- Comune di Rogliano
- Rogliano Location within Italy Rogliano Location within Calabria
- Coordinates: 39°11′N 16°19′E﻿ / ﻿39.183°N 16.317°E
- Country: Italy
- Region: Calabria
- Province: Cosenza (CS)

Area
- • Total: 41 km^{2} (16 sq mi)
- Elevation: 660 m (2,170 ft)

Population (31 December 2004)
- • Total: 5,934
- • Density: 140/km^{2} (370/sq mi)
- Demonym: Roglianesi
- Time zone: UTC+1 (CET)
- • Summer (DST): UTC+2 (CEST)
- Postal code: 87054
- Dialing code: 0984
- Website: Official website

= Rogliano =

Rogliano is a town and comune in the province of Cosenza in the Calabria region of southern Italy. It's located in the Savuto Valley. It was mostly destroyed in a violent earthquake in 1638. The town is 19 km from Cosenza.

==Monuments and places of interest==
Among the tourist attractions is the historic center, formed by the Serra, Spani, Donnanni, Cuti and Forche districts.

Rogliano is also known for its churches. The Cathedral of Saints Peter and Paul was built in 1717, as evidenced by two papal bulls, dating back to 1748, in which the title of Deanery to St. Peter and Primiceriato of St. George was conferred. The main bell, recovered after the earthquake of 1638, dates back to 1333. Completely destroyed by the disastrous earthquake, the church was rebuilt within a few years. The "softened" perspective with elegant representations was completed in 1717 with all its columns in Doric, Ionian and Corinthian styles. The interior features a three-nave architecture in the Baroque style.

The church of Santa Maria alle Croci is located in the Cuti district and dates back to the end of the 16th century.

The church of Santi Domenico e Nicola dates back to the 17th century. The interior of the church has a single nave. The main altar painting is a mosaic reproduction by Sassoferrato and represents the Madonna and Child, San Domenico and Santa Rita.
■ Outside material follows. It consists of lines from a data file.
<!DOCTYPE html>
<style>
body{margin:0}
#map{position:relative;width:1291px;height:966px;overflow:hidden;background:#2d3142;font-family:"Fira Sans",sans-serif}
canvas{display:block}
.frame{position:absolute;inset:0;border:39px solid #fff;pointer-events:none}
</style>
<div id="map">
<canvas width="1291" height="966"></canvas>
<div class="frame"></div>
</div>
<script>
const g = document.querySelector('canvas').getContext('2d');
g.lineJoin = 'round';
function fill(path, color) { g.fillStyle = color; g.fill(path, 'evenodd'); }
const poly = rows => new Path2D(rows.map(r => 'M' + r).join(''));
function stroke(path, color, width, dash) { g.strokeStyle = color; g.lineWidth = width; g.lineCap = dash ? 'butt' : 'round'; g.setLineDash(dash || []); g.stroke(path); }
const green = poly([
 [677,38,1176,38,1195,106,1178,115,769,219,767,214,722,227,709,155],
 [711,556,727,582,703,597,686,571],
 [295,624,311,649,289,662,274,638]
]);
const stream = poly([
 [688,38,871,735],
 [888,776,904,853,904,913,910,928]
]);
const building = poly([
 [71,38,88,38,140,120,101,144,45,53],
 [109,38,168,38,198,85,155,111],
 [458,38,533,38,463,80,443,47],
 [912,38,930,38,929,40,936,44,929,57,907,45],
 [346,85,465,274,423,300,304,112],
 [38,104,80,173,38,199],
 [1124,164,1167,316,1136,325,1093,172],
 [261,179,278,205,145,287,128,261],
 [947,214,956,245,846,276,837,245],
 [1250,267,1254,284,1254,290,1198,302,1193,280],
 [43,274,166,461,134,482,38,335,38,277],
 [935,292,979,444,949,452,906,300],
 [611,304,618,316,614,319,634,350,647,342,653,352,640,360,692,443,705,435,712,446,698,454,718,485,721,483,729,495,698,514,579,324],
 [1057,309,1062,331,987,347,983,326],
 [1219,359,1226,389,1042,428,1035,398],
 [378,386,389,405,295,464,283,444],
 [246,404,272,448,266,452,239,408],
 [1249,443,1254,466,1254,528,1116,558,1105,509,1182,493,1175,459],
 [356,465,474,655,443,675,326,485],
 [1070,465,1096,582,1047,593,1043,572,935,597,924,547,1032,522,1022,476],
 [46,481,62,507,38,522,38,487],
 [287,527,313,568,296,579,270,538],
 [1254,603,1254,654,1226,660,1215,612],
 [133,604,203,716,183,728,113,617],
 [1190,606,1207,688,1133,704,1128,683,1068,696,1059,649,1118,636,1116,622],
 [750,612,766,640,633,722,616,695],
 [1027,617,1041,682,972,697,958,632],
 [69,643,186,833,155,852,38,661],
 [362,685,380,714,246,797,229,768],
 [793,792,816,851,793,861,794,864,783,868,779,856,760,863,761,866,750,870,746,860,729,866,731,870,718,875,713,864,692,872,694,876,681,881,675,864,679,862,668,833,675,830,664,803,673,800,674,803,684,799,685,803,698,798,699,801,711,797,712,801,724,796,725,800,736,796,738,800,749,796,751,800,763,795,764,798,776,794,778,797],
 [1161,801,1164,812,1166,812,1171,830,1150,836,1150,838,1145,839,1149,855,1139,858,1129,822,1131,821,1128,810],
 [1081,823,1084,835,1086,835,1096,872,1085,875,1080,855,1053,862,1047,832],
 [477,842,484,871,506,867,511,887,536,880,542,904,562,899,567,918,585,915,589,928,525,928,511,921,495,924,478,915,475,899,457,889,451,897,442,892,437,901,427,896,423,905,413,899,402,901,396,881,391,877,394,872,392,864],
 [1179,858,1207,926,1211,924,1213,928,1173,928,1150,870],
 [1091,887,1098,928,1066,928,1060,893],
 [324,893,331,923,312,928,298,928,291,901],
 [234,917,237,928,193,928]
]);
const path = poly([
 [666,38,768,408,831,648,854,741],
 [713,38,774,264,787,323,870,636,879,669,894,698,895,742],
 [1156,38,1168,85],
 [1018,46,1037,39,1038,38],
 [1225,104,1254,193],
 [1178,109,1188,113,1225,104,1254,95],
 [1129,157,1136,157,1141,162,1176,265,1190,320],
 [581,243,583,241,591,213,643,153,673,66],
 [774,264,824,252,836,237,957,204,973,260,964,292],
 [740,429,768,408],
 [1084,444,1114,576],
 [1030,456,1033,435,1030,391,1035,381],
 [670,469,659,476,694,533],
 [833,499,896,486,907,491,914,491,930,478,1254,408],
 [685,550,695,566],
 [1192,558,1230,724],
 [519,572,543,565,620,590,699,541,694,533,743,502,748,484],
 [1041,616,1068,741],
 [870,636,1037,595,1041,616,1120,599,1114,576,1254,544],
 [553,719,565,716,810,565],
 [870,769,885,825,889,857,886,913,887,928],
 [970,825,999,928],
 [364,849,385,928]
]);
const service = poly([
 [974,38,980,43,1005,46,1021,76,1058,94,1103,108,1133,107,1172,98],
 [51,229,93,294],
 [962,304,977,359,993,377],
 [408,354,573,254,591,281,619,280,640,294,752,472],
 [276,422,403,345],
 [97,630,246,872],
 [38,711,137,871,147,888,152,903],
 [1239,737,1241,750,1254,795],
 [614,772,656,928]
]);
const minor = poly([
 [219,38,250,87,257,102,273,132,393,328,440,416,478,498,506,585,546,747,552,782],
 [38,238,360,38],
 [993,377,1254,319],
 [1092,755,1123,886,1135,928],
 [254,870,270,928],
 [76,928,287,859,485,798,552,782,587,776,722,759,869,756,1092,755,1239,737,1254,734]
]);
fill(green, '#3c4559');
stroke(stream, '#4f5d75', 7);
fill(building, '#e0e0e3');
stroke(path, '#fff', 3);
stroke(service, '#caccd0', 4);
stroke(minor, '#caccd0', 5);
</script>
The church of San Giorgio, located in the Donnanni district, dates back to the early years of the 1500s and is characterized by the Renaissance style. The construction was completed in 1544, after being located where another temple stood since 1181 in which the Madonna della Sanità was venerated.

The church of Sant'Ippolito was an ancient chapel built in 1638, dedicated to the Virgin of Health. The small chapel was enlarged between 1702 and 1707 and dedicated to Sant'Ippolito.

The small church of San Michele, dating back to the XVIII century and located in the Serra district, is an example of a rural church.

The church of the Madonna delle Grazie, or "Camina", was built in 1569. The finely worked ceiling in pure gold is of particular value.

The church dedicated to St. Joseph has a Greek Orthodox cross-architecture with an octagonal dome, now used as a museum of sacred art.

Further monuments of interest are the Palazzo Morelli, located at the end of Corso Umberto, which welcomed within its walls, among others, Ferdinand II of Bourbon, Giuseppe Garibaldi and the minister, in the early 1900s, Luigi Fera, native of nearby Cellara. Palazzo Ricciulli, located in the Spani district, welcomed Charles V, as evidenced by a marble plaque.

The Roglianesi's meeting point is Piazza San Domenico, overlooked by the eighteenth-century church of the same name, the town hall, formerly a Dominican convent, and the municipal villa.